- Task
Go through the entries one line at a time, and gather every line that has the word "grid".

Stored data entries
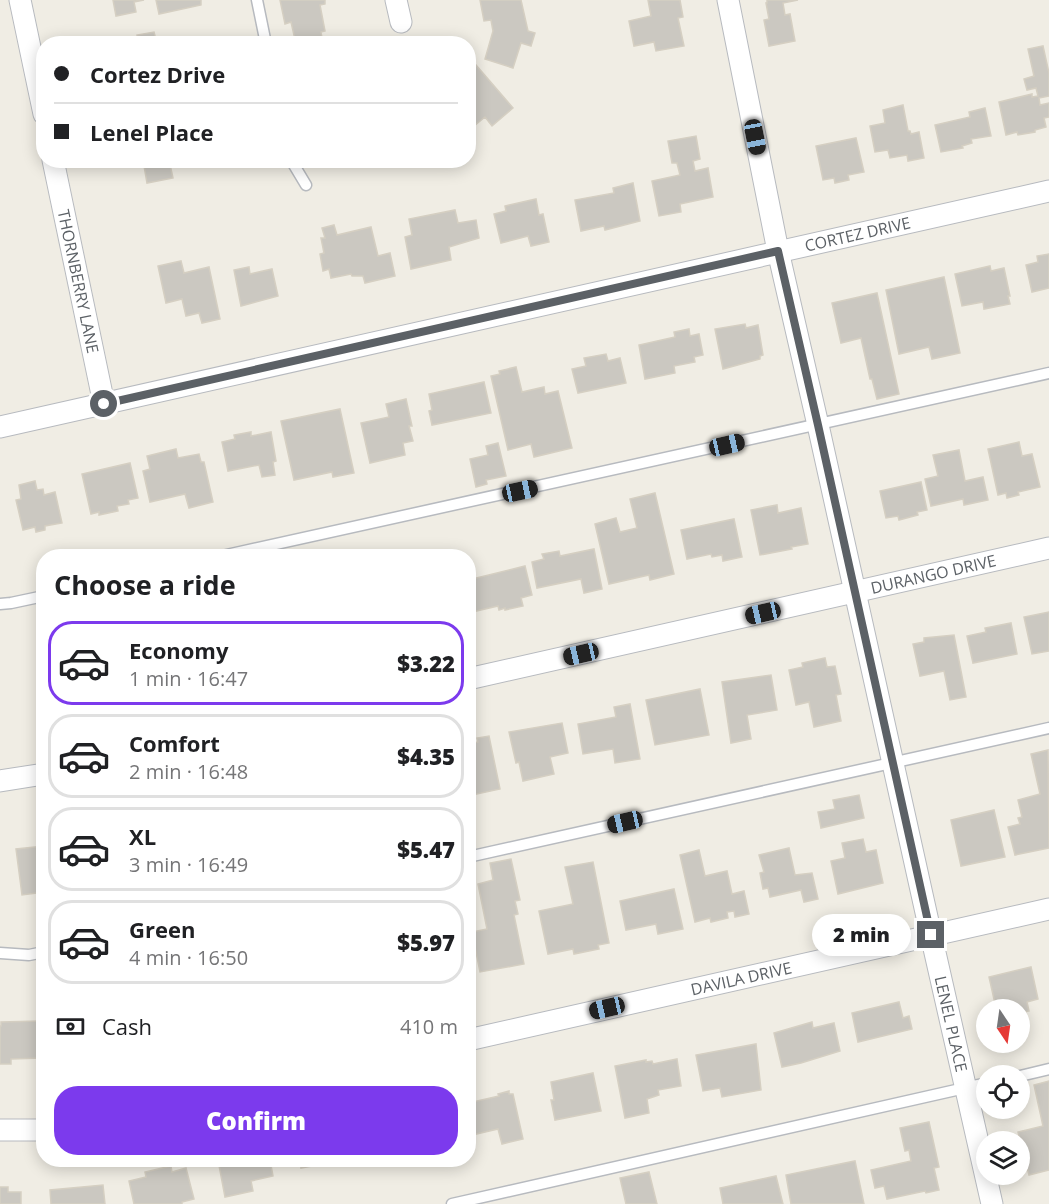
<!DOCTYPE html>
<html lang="en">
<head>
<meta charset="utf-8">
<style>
  :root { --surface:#fff; --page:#f6f6f6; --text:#202124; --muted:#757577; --line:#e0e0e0; --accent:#7c3aed }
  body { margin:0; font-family:"Open Sans",sans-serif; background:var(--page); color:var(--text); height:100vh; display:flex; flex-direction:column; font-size:22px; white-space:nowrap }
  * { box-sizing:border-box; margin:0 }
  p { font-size:20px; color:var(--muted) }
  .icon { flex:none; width:33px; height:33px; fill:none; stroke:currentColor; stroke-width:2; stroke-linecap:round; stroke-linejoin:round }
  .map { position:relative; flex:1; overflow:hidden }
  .drawer { position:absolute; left:36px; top:549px; width:440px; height:618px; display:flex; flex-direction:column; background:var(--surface); border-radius:24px; box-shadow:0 3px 15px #0003 }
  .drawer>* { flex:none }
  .guide { position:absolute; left:36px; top:36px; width:440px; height:132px; border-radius:24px; box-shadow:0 3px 15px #0003; display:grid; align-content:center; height:132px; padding:0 18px; background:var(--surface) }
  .needle { width:39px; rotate:167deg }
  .tools { position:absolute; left:976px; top:999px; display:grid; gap:12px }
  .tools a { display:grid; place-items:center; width:54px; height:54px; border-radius:50%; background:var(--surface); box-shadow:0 3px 15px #0003; font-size:30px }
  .end { position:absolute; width:27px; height:27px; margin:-14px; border:8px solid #5c6166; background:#fff; box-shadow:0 0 0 3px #fff }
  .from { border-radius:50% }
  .bubble { position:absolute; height:42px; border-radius:21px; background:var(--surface); box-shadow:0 3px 15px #0003; font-size:20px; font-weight:800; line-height:42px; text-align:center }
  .car { position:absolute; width:18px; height:36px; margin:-18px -9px; border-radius:8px; box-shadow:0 0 4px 2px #0007; background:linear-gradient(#222 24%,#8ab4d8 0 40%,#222 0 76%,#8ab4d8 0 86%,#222 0) }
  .guide b { display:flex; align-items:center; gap:21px; height:57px; font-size:22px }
  .guide b+b { border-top:2px solid var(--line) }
  .guide i { width:15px; height:15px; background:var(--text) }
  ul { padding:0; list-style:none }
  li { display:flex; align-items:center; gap:18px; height:84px; margin:0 12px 9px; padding:0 6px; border:3px solid var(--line); border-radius:24px }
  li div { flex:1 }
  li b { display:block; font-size:22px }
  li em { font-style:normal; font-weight:800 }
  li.current { border-color:var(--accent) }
  li>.icon { width:54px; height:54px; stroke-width:1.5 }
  h2 { padding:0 18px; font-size:27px; line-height:72px }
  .pay { display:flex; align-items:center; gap:15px; height:66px; padding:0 18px; font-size:22px }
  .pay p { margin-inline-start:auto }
  .primary-button { display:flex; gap:12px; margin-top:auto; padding:12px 18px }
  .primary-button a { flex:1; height:69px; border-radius:24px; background:var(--accent); color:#fff; font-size:24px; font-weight:800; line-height:69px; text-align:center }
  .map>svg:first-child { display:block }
</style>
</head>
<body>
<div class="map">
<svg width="1049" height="1204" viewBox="0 0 1049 1204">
  <rect width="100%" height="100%" fill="#f0ede4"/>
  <path fill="#cbc8c1" stroke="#d5cfc2" stroke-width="1.5" d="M113,0h31l-10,2 2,10 -20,4z
    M156,0h45v5l-42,9z
    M280,0h45v4l-5,1 5,26 -4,1 2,12h-27l-5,-22 -6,2z
    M480,0h41l7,31 7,2 -4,13 -10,-3 -8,25 -28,-9 8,-28 -2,-11 -7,1z
    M648,0h32l3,17 -5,1 6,28 -28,5 -2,-9 -20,4 -5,-25 22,-5z
    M767,0h31l-15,3 2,12 5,-1 5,27 -26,5 -5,-26 5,-1 -3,-16h1z
    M154,32l3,12h-37l18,-4 -1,-5z
    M1043,46l6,27v23l-10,2 1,7 9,-2v14l-5,1 2,9 -11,3v2l-17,3 -1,-3 -11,3 -7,-33 33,-8v3l6,-1 -2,-8 -9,2 -3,-11 10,-3 -6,-27z
    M476,65l37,43 -21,18 -7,-9 -17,14v-59z
    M903,105l5,26h2l1,3 8,-2 5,26 -16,3 -1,-6 -17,3 -2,-8 -13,2 -5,-26 15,-3 -2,-13z
    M985,108l6,28 -20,3 1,4 -10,3 1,2 -22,4 -6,-27 35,-8 -1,-5z
    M696,136l4,23 -7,2 2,10 13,-3 5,29 -33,7 1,8 -22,4 -7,-35 28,-6 -3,-12h-5l-4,-22z
    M856,138l8,34 -16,3 1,5 -14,3 -1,-5 -11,2 -7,-34z
    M143,160h26l4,18 -26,5z
    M633,183l7,38 -35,9 -1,-4 -23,5 -6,-31 39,-7 -1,-5z
    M536,199l3,16 4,-1 6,28 -18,4 -3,-10 -27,7 -7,-29 12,-3 -1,-5z
    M455,210l3,13 18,-3 3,18 -30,9 2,13 -40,9 -6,-32 7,-2 -3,-16z
    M334,225l3,10 34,-8 7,29 12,-3 5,23 -30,7 -2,-7h-11l-1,-2 -20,4 -2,-9 -6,2 -3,-17 4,-1 -3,-15h4l-3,-10z
    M1049,254v34l-17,4 -6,-27 12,-3 -1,-6z
    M181,261l3,12 25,-6 11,52 -18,4 -3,-10 -13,3 -4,-17 -16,4 -8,-37z
    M990,266l1,5 13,-3 6,28h-2l2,8 -26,5 -1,-7 -21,4 -7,-32z
    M249,267l1,7 22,-5 6,27 -37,10 -7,-36z
    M944,277l16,76 -28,6 -3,-12 -30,7 -13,-64z
    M877,293l22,101 -22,5 -5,-20h-2l-9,-41 -20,5 -9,-40z
    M745,324l1,4 12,-3 5,30 -3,1v3l-37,10 -8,-40z
    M689,329l1,7 9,-2 4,21 -9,2 1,5 -21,4 1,7 -30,6 -6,-34 36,-8 -1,-5z
    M606,354l2,7 12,-3 6,25 -48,10 -6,-24 14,-3 -2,-8z
    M516,367l6,25 22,-5 1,7 13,-3 14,57 -38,9 -3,-13 -23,6 -17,-74 9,-2 -1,-3z
    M484,382l7,31 -59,12 -3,-14 3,-1 -3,-16z
    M406,399l6,27h-3l4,15 -10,2 2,12 -35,8 -9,-40 28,-6 -3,-13z
    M340,409l14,64 -21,4 -1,-5 -38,8 -13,-59z
    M251,432v4l20,-4 5,29 -3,1 2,13 -13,2 -3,-12 -31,6 -6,-29 13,-3 -1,-4z
    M1019,442l3,14 10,-2 8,33 -22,5 1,3 -12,3 -1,-5 -8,2 -10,-46z
    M498,443l8,33 -20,4 1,4 -11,3 -6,-28 18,-4 -2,-9z
    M176,449l2,9 21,-4 2,8h3l9,40 -24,6 -4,-14 -35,8 -7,-31 7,-2 -3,-13z
    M959,450l6,31 18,-4 5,23 -24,5 -1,-6 -32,7 -6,-27 13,-3 -5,-21z
    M130,463l8,35 -10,2 1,4 -12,2 1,5 -19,4v-3l-8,2 -9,-40z
    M35,481l2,9 6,-1 1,6 11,-3 7,31 -17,3v4l-9,2 -1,-5 -12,3 -7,-30 5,-1 -2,-14z
    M921,482l6,28 -10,2 1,3 -19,5 -1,-4 -12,2 -6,-27z
    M655,493l19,81 -24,6 -1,-5 -40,9 -14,-60 21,-6 4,14 17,-4 -7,-29z
    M777,505l1,8 23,-5 7,36 -17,3 1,2 -32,6 -9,-45z
    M734,519l8,38 -19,4 -1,-6 -10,2 -1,-3 -24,5 -6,-29z
    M594,549l8,40 -18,4 -3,-14 -44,9 -5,-26 12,-3 -2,-5 17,-3 1,5z
    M525,566l7,29 -11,3 2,8 -18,4v-2l-6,2 -1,-4 -26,6 -4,-16 7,-2 -3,-15z
    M1049,612v39l-17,3 -8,-37z
    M1011,623l6,31 -44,9 -6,-27 19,-4 -1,-4z
    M954,635l12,62 -16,3 -6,-29 -24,5 -7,-32 11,-2v-4z
    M825,658l2,9 8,-1 6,28 -5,1 5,26 -27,6 -5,-25 -13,3 -7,-35 14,-3 -1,-4z
    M771,675l6,35 -30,5 4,24 -20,4 -9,-61z
    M700,689l9,46 -54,10 -9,-45z
    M630,704l10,55 -25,4 -2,-14 -30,5 -5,-30 38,-7 -2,-10z
    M562,723l6,30 -18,4 4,17 -31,7 -4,-19 -3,1 -7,-31z
    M489,736l11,53 -28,6 1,5 -5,1v-57l10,-2 -1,-4z
    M1048,750l1,98 -34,7 -7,-28 12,-3 -2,-6 4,-1 -4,-17 22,-6 -9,-40z
    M859,795l5,23 -43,10 -3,-16 17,-3 -2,-9z
    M994,810l11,47 -44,9 -10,-46z
    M863,839l3,13 10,-2 7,33 -45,11 -7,-33 14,-3 -3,-15z
    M44,846v46l-22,3 -6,-46z
    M789,848l6,27 17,-2 6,26 -14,3 -3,-12 -31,7 -2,-9 -5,1 -3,-16 4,-1 -5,-17z
    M699,850l6,26 22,-5 5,23 12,-3 5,23 -14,3 -1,-6 -7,1 1,6 -17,4 -1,-4 -15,4 -15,-67z
    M511,859l9,41 -5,1 3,13 -4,1 10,49 -44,8 -8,-40 15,-3 -9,-45 15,-4 -3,-17z
    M593,862l16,81 -11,2 1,4 -25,5 -1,-5 -25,5 -9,-43 34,-7 -8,-37z
    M674,889l9,40 -25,5 -2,-10 -30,6 -6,-29z
    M1031,967l7,32 -11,3 2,9 -9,2v-3h-9l-1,-5 -14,3 -7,-31z
    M899,1002l4,16 6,-2 3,13 -54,13 -6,-29z
    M40,1021l2,37 -31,1v5h-11v-38h1v-4z
    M812,1022l1,6 21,-5 6,28 -39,12 -19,4 -8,-34z
    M756,1044l5,46 -39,7 -2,-9 -17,3 -7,-36z
    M677,1059l4,27 -23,4 1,5 -12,4 2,14 -24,5 -10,-52 31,-6v2l6,-1 1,3z
    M593,1073l8,38 -46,9 -4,-20h3l-3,-18z
    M1049,1081v89l-20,5 -11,-43 25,-6 -9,-41z
    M509,1091v3h4l10,45 -21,5 -4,-15 -30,7v-33l31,-7 -1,-2z
    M929,1122l10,45 -5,1 5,22 -13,3 -1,-2 -38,8 -3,-13 -9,2 -4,-18 40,-9 -2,-11 -4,1 -5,-23z
    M218,1160h52l3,16 -22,5 2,10 -28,6z
    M300,1160h43l-42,8z
    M855,1161l9,43h-73l-5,-29z
    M171,1166l1,6 14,-4 8,31 -12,3v2h-48l-5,-23 17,-4 -1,-5z
    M649,1172l8,32h-31l-6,-26z
    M776,1176l7,28h-60l-3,-16z
    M103,1185l2,19h-54l-1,-14z
    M0,1187h8v5h13v12h-21z"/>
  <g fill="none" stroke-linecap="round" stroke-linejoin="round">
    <g stroke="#b7babf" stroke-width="13">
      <path id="lane" d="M257,0l9,44
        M291,160l15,25
        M222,556l827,-183
        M0,604l11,-1 33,-7
        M468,857l581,-129
        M0,953l29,2 15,-3
        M1020,1076l29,-7
        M452,1204l535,-121"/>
    </g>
    <g stroke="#b7babf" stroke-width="23">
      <g id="street">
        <path d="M20,0l24,114"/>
        <path d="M396,0l5,22"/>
        <path id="s1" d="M728,0l50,251 40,174 113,510 61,269"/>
        <path id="s2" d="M53,160l51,244"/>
        <path id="s3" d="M0,427l1049,-236"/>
        <path id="s4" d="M468,679l581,-131"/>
        <path d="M0,781l44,-7"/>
        <path id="s5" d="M468,1040l581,-131"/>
        <path d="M0,1130h44"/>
      </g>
    </g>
    <use href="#lane" stroke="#fff" stroke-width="10"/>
    <use href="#street" stroke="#fff" stroke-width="21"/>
  </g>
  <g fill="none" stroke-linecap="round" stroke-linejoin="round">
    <path stroke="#5c6166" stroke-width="8" d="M104,404l674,-153 40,174 113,510"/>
  </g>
  <g text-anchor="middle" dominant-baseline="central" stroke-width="4.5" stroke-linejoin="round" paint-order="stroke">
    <g font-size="16" fill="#5c6166" stroke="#fff">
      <text stroke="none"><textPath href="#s3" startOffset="879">CORTEZ DRIVE</textPath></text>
      <text stroke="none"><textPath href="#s2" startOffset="124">THORNBERRY LANE</textPath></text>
      <text stroke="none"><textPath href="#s4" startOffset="477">DURANGO DRIVE</textPath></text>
      <text stroke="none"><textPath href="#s5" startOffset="280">DAVILA DRIVE</textPath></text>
      <text stroke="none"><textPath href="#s1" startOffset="1048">LENEL PLACE</textPath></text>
    </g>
  </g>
</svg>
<div class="tools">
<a><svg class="needle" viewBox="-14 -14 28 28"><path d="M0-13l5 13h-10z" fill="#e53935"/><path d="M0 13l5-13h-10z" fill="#757577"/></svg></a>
<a><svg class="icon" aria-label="locate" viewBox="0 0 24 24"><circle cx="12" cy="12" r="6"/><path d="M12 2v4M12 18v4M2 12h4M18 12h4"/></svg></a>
<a><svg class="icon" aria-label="layers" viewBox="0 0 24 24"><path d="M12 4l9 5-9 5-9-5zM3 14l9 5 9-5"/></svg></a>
</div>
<i class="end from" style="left:104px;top:404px"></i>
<i class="end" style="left:931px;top:935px"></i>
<div class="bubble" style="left:812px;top:914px;width:99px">2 min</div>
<i class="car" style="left:755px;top:137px;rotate:169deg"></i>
<i class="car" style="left:727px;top:445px;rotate:77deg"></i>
<i class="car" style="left:520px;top:491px;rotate:78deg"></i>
<i class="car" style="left:763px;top:613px;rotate:257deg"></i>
<i class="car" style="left:581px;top:654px;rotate:257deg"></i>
<i class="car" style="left:625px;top:822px;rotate:257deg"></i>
<i class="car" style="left:607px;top:1008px;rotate:257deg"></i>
<div class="guide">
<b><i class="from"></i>Cortez Drive</b>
<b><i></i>Lenel Place</b>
</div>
<section class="drawer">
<h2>Choose a ride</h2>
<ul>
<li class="current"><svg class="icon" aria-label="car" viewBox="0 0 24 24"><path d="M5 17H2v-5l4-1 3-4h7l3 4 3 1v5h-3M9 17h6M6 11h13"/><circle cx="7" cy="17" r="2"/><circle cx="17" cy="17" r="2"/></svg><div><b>Economy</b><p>1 min · 16:47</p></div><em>$3.22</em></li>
<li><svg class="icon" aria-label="car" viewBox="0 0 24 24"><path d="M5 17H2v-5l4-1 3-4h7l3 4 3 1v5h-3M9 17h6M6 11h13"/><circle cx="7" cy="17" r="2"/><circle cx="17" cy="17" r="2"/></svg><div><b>Comfort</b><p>2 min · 16:48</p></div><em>$4.35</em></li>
<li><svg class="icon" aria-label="car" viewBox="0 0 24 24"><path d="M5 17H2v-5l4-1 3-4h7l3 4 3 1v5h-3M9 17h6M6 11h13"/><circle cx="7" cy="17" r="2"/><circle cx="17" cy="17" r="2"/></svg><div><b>XL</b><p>3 min · 16:49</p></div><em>$5.47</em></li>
<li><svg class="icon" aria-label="car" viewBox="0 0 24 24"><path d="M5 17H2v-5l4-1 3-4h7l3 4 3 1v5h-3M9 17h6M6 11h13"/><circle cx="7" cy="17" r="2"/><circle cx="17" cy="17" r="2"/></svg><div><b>Green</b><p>4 min · 16:50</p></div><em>$5.97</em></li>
</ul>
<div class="pay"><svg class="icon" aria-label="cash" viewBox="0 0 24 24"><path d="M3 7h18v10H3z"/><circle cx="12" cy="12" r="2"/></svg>Cash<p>410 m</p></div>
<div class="primary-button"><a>Confirm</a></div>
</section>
</div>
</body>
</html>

- Response to this task
  .guide { position:absolute; left:36px; top:36px; width:440px; height:132px; border-radius:24px; box-shadow:0 3px 15px #0003; display:grid; align-content:center; height:132px; padding:0 18px; background:var(--surface) }
  .tools { position:absolute; left:976px; top:999px; display:grid; gap:12px }
  .tools a { display:grid; place-items:center; width:54px; height:54px; border-radius:50%; background:var(--surface); box-shadow:0 3px 15px #0003; font-size:30px }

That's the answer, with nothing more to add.